In physics, there is no concern over elements’ rights, violations of them or issues of fairness, justice or equity toward them. However, as America’s founders attested so vehemently, rights are at the core of social interactions and government, violations of which can justify revolution. And unlike the physical sciences, in which the goal of language is precision, in the social sciences, the language (and thus analysis) is often quite vague and inconsistent (e.g., current versions of “social justice” are inconsistent with the traditional meaning of “justice”), making clear communication, much less clear analysis, nearly impossible in many circumstances.
Some of these issues were well articulated by Jeff Jacoby in a 2009 Boston Globe article:
Economics isn’t rocket science or any other hard science, and it never will be. Human motivations, appetites, relationships, expectations–the raw stuff of economic life–cannot be perfectly modeled or reduced to an unvarying equation. Unlike the tides or electromagnetic waves or chlorophyll, human beings have free will. Men and women choose for themselves, and no economist or policymaker can ever know with perfect certainty what those choices will be.

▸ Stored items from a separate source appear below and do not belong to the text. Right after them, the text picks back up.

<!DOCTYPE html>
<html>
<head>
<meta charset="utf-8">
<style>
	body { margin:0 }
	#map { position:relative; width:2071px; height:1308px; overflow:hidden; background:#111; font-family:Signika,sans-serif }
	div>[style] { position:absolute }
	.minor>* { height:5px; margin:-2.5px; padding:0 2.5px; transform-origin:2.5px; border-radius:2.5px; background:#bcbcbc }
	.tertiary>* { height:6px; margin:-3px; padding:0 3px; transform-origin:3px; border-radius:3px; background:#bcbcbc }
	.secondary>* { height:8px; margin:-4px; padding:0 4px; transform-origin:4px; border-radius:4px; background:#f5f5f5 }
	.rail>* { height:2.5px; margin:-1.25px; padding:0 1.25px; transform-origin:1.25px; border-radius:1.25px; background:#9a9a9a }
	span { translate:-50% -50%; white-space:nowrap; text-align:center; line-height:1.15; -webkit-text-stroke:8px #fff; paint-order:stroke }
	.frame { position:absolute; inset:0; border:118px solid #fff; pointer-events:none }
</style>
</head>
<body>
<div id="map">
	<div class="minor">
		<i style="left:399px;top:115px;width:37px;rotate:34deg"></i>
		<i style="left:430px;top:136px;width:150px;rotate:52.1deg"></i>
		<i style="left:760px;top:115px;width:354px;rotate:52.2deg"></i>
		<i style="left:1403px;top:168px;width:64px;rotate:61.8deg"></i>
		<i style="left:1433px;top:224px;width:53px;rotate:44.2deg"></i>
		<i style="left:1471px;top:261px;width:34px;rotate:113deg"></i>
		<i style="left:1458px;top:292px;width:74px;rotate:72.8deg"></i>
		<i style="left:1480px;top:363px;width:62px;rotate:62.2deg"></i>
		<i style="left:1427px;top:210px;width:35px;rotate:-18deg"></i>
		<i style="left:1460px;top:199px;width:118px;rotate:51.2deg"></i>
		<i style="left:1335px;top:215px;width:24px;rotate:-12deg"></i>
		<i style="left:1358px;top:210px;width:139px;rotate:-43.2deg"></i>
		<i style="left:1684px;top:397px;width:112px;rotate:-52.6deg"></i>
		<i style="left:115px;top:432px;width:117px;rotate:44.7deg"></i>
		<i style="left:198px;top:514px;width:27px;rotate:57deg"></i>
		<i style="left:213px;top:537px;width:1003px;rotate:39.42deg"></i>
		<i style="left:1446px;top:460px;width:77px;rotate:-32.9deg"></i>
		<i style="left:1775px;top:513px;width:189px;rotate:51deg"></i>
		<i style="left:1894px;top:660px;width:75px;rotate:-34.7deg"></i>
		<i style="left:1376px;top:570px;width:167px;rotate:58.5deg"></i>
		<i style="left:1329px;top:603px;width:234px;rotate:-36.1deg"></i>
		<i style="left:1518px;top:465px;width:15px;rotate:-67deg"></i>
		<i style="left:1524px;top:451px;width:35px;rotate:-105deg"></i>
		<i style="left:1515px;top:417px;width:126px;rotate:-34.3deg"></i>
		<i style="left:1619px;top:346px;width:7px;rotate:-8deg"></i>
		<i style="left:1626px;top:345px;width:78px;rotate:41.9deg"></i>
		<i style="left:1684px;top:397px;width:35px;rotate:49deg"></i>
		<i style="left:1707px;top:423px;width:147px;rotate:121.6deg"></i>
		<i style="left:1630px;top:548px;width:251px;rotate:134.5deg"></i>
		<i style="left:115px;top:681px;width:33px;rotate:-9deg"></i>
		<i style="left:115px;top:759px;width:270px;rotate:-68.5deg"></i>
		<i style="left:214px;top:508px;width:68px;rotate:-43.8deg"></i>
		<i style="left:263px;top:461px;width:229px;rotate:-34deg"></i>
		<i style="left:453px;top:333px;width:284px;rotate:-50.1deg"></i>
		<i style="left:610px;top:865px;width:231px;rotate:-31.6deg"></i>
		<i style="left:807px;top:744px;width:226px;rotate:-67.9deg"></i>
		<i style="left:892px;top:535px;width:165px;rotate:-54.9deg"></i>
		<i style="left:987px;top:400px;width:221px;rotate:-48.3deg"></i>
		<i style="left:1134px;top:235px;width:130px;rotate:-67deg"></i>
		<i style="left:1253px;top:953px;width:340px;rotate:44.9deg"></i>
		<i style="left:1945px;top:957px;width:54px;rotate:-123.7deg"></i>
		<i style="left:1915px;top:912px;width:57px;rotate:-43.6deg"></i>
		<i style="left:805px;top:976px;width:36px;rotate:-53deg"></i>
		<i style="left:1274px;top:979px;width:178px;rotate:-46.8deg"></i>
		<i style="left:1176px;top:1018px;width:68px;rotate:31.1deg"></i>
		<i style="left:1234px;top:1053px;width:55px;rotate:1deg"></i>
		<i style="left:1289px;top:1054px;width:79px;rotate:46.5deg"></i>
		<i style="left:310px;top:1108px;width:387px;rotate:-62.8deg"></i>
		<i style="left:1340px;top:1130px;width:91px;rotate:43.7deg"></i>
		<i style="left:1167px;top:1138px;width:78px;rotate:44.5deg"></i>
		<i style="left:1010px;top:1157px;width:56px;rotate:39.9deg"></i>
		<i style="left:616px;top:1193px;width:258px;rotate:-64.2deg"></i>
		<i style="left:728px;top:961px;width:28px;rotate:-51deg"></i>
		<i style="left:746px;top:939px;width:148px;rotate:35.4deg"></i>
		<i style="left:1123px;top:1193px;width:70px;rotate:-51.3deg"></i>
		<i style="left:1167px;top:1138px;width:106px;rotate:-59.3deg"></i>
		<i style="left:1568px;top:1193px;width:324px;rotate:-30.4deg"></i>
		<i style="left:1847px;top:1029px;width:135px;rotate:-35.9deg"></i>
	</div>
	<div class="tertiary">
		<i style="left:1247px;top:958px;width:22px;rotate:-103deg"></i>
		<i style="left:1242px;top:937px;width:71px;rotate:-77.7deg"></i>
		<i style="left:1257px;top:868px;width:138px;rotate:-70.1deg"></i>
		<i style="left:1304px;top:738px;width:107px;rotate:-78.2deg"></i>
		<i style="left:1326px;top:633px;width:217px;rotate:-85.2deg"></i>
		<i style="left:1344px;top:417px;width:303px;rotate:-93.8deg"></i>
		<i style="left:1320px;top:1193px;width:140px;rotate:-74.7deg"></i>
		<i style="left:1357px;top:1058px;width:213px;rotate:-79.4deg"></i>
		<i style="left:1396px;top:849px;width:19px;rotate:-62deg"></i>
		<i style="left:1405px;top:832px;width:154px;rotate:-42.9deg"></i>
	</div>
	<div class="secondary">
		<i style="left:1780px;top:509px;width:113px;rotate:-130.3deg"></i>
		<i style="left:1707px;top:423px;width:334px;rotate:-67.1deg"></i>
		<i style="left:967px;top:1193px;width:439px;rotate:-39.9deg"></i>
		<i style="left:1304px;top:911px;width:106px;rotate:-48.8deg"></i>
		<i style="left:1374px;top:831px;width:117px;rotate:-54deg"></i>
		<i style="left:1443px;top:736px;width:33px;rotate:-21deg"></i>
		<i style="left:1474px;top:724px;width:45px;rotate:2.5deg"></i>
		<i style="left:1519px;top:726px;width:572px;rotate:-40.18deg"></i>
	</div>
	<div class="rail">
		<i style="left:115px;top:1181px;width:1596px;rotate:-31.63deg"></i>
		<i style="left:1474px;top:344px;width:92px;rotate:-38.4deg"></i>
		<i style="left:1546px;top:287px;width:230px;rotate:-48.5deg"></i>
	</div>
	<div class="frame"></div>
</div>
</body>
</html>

What is the upshot of all this? Economics is not like the physical sciences, and reasoning and analogies based on the physical sciences are often misleading in economics. Further, they can be dangerous to society, particularly in the mouths of those who wish to subject others to their command and control. That is why Friedrich Hayek wrote, “The curious task of economics is to demonstrate to men how little they really know about what they imagine they can design.” In other words, economics is a science whose principles and logic tell us why we cannot know enough to control people, even if we do know enough to control rockets.